Now I have an Isuzu diesel 3/4 ton long bed pickup that I can get 34 mpg with if I drive around 55 mph., and is my main work truck.  I get less than 25 if I drive at 70 mph.  This truck has a ladder rack with one extension ladder on it, and a cross box with tools.  It has a 5 speed manual transmission and I have to keep the tire pressure at 36 psi to get the mileage indicated.  I do a little better than what I have indicated as the wheel diameter is larger than the original smaller tires.  By the way, this is with a clean air filter, as you will not get that kind of mileage with a dirty one!  This mileage is also here at sea level with relatively flat driving. 

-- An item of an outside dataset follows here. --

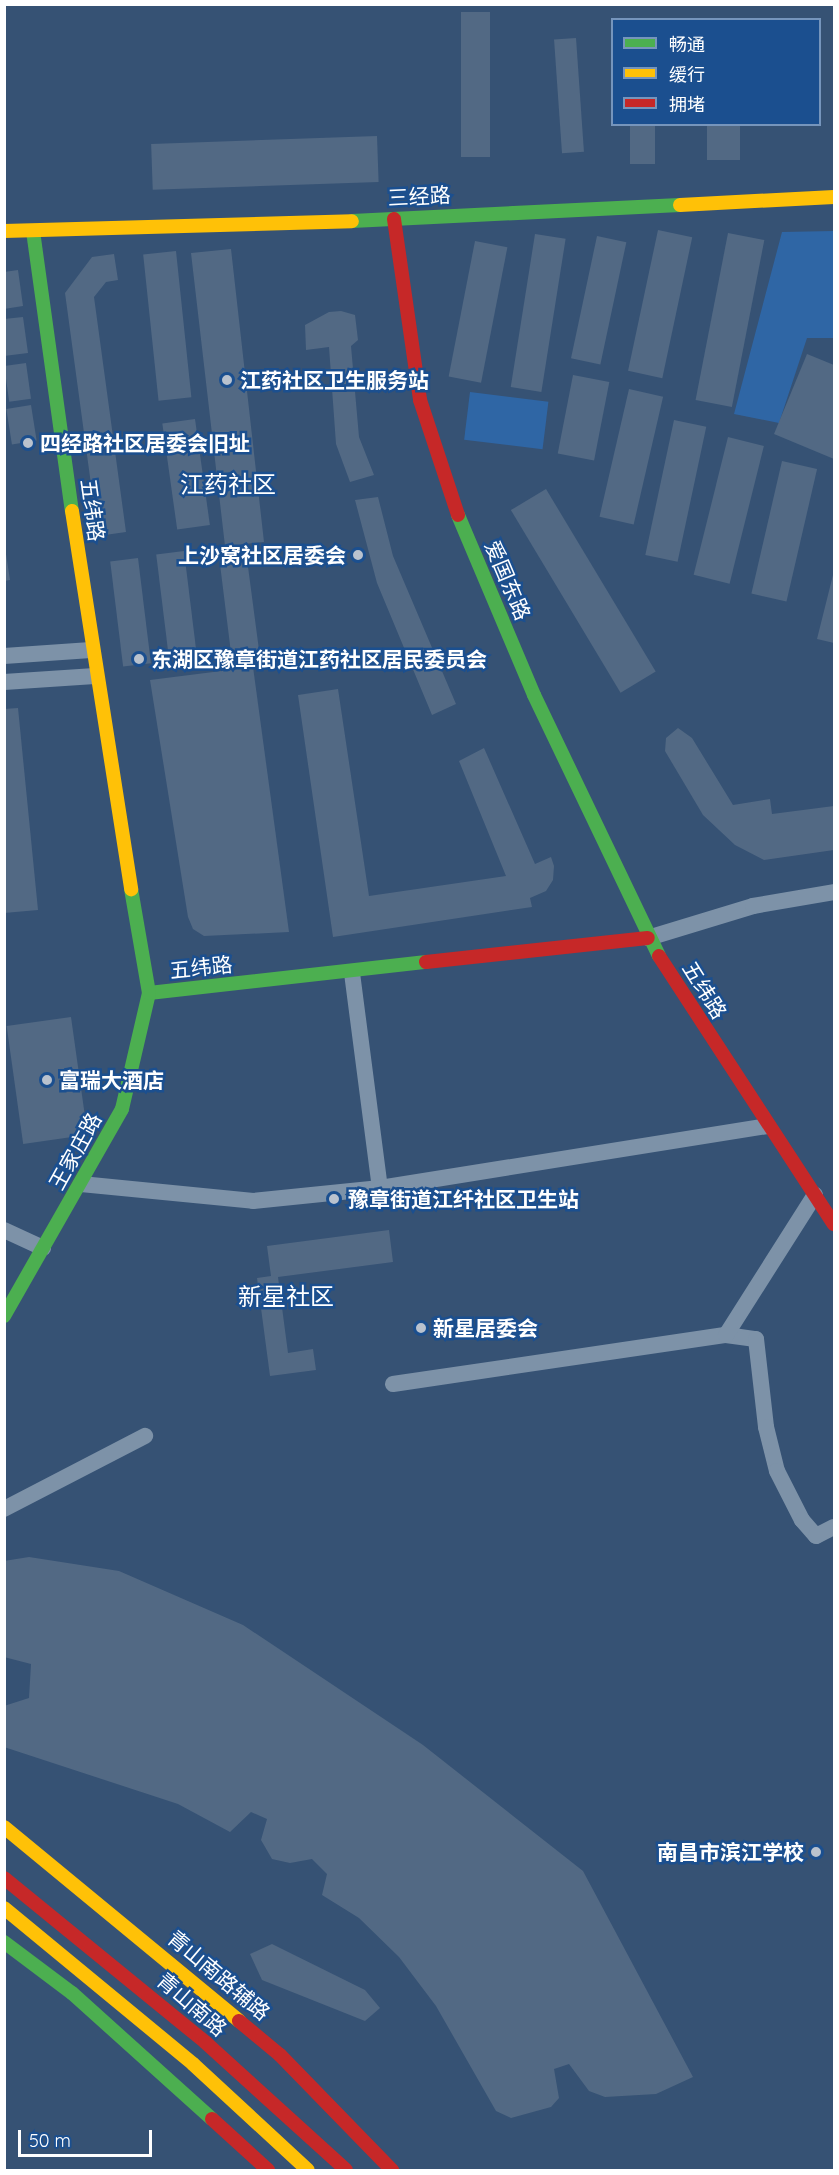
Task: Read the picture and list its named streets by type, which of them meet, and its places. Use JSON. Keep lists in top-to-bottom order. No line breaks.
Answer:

It is interesting to note that we went to visit our daughter and family in Cincinnati last week.  She has a '96 Yukon, kind of like a suburban.  19 mpg shows on her computer, which is over twice what I have heard these things get.  She gets better fuel mileage than she got with her Chev minivan!  She has 5 girls and one boy, so they can't deal with anything less than 7 passenger.  And luckily that holds 9 so Gpa and Gma can ride too!  And yes they had to remove the center console and add the third seat in front!  I drove this thing, and had fun with the grandchildren as it coasted with no resistance and is certainly a candidate for hybrid techology to regain energy going down the hills around there! 

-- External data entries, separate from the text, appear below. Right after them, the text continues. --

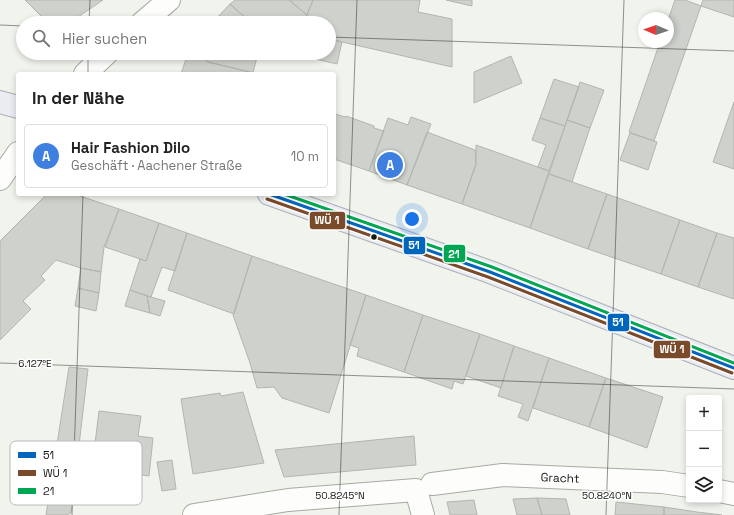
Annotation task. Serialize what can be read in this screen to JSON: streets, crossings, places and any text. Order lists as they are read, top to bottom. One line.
{"streets":{"street":["Gracht"]},"lines":["transit line 51","transit line 21"],"legend":["51","WÜ 1","21"],"north":"left","page":{"search":"Hier suchen","heading":"In der Nähe","list":[{"mark":"A","name":"Hair Fashion Dilo","note":"Geschäft · Aachener Straße","value":"10 m"}],"pins":"A","map_buttons":["+","−"]},"coordinates":["6.127°E","50.8245°N","50.8240°N"]}
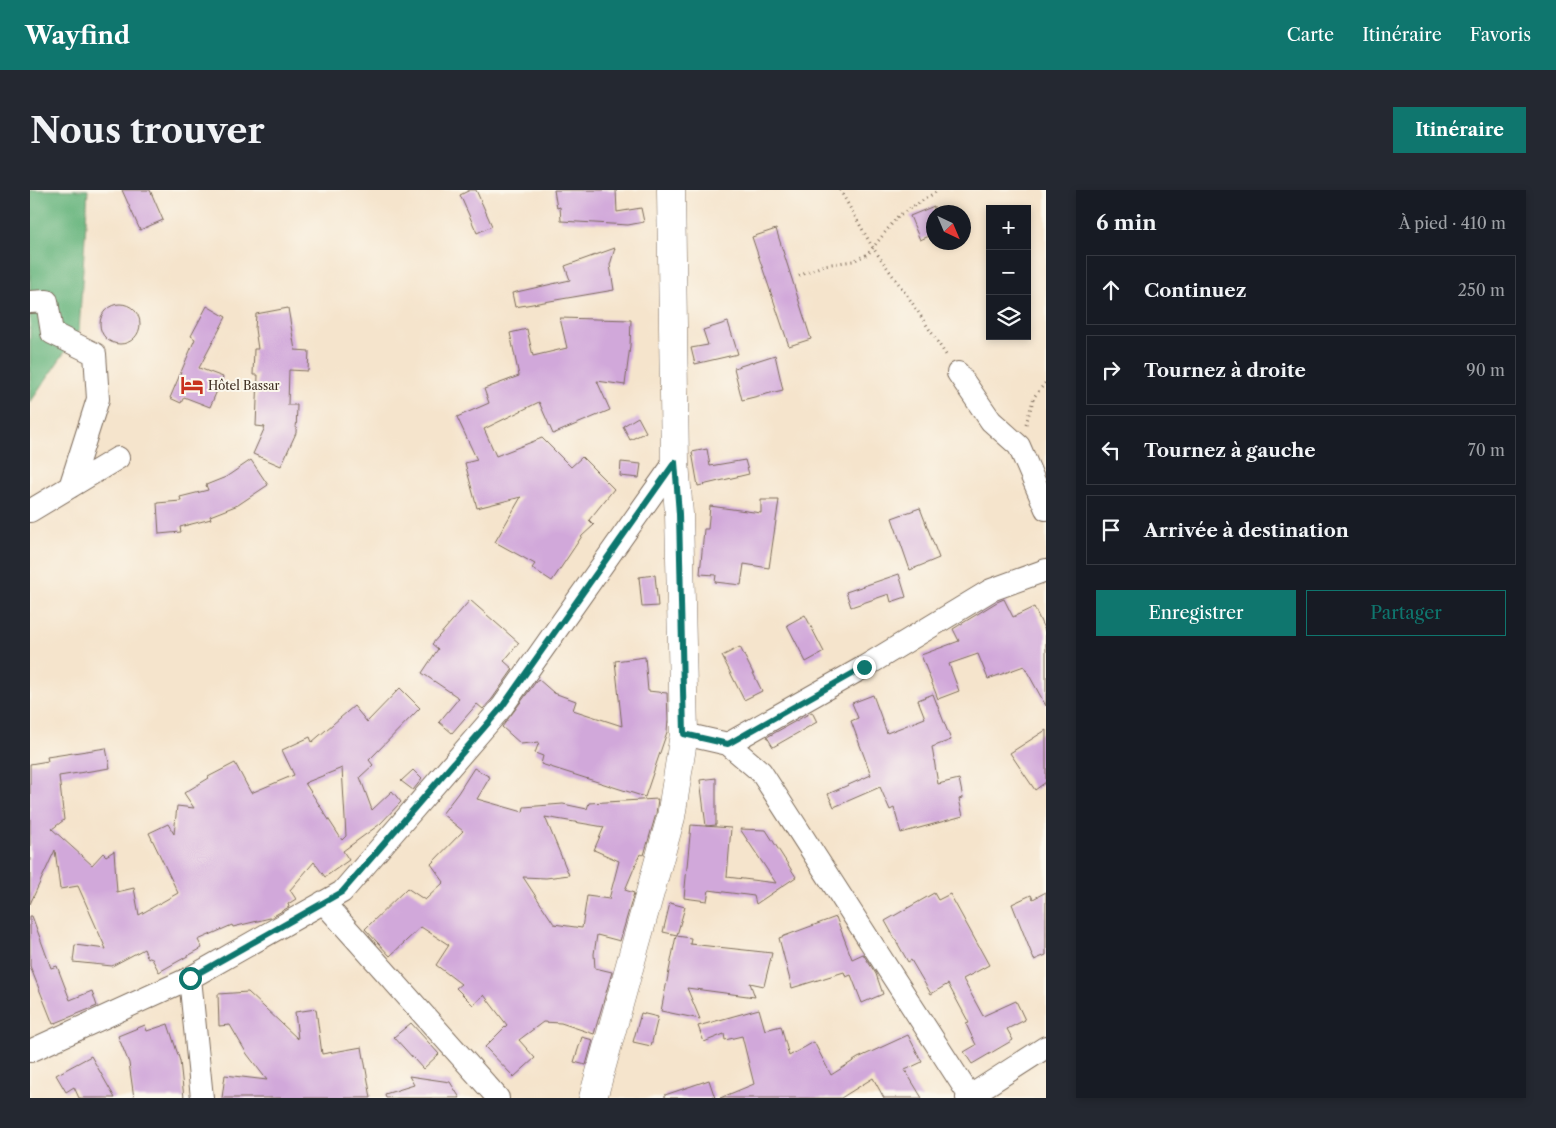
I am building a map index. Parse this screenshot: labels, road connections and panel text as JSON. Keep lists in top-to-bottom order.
{
  "places": {
    "hotel": ["Hôtel Bassar"]
  },
  "north": "bottom right",
  "page": {
    "header": "Wayfind",
    "nav": ["Carte", "Itinéraire", "Favoris"],
    "buttons": [
      "Itinéraire",
      ["Enregistrer", "Partager"]
    ],
    "title": "Nous trouver",
    "heading": ["6 min", "À pied · 410 m"],
    "map_buttons": ["+", "−"],
    "list": [
      ["Continuez", "250 m"],
      ["Tournez à droite", "90 m"],
      ["Tournez à gauche", "70 m"],
      "Arrivée à destination"
    ]
  }
}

So this is what we are doing about oil prices.  I do have one car that we will convert to CNG as soon as I find a pump that is reasonable.  This is a no brainer.  We can pump fuel here for about $.95 per gallon equivalent.  Can you believe that in Utah they have rolled back the clock 20 years by having CNG available at local stations for $.64 per gallon equivalent?  Could this have anything to do with Ebay auctions of CNG vehicles that are mostly going to Utah?  Here in Ca, they are screwing us to the wall for $2.12 per gallon at the local airport station last I checked, and they claim to be environmentalists here!!  LOL!!!!  Blue buses are running constantly at the airport with CNG tanks on the roof.  School buses are running here with CNG tanks underneath.  The only car company serious about the evironment is Honda, not Toyota!  You can buy a Honda GX that will do better than 30 mpg on CNG and is the only car that I am aware of that you can still get stickers to drive in the HOV lanes here.  An idea whose time has come with the only hesitation on my part being the Phil Station which is too expensive and too maintenance intensive as far as I am concerned. 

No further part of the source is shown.